I remember the first time I met her, she was standing in front of a church on a track where she was being prostituted. Her belly was round and swollen with life. We connected instantly and over the next couple of months we would meet up over a meal or in the middle of the track.
This was her fourth pregnancy, her three children were in the system with little hope for reunification. Now in her seventh month of pregnancy fear and doubt and intense heartache began to set in and take over. How could she give another child away? What hope did she have of keeping this child? If she did what kind of life would she be providing?
She lived her days in fear and loneliness. Her pimp was controlling and violent and she had no one. She was alone. We were standing right in front of her, offering her friendship and unconditional love and yet she believed she was alone. Imagine trying to trust someone when everyone you know has used you for their own gain, has abused you and discarded you. Imagine trying to hope it would be better this time when it always seems to be getting worse, when it IS getting worse.
We know it's a lie, "it will be easier this way", "you're doing the right thing, to have this child would be selfish". We know because we are on the outside looking in or perhaps we are looking back on a choice already made. We know that it will not be easier to abort than to adopt, we know that we will never be able to talk ourselves into believing that we didn't take the life of our own child. But in that moment, when your world is caving in and the enemy is screaming in your ear and you have no one...you believe the lie.

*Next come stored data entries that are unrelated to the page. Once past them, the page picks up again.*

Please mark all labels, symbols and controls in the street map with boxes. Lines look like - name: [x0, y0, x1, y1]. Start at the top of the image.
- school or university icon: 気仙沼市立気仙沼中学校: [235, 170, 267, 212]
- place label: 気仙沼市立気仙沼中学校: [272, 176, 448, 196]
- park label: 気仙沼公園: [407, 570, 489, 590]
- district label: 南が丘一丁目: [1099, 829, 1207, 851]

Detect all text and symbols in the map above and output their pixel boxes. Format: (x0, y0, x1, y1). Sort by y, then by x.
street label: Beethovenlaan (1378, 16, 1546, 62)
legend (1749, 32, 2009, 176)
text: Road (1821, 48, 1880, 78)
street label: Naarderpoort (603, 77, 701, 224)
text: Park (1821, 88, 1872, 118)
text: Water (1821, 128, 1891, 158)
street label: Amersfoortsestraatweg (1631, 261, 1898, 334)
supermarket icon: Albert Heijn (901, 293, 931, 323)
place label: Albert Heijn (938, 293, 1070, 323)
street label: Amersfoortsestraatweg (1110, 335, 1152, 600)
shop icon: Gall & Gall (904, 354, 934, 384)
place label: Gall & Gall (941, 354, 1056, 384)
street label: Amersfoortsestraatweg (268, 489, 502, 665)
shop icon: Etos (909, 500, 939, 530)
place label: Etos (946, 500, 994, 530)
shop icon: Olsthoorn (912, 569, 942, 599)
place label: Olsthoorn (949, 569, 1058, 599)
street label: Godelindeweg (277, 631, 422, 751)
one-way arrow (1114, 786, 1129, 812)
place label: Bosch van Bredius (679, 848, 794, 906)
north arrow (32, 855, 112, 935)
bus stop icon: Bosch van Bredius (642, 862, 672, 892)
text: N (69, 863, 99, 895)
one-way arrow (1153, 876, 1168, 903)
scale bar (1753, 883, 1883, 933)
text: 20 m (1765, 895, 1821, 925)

We begged and pleaded with her, offering to adopt the child ourselves, whatever it would take, we were there and wanted to help her choose life. She made the appointment anyways.
The next time I heard from her, her words were barely recognizable. Taken over by grief she called me and through wrenching sobs told me she had made the wrong choice. She was devastated because she now saw, she now felt, she now lived the truth of the lies she had believed.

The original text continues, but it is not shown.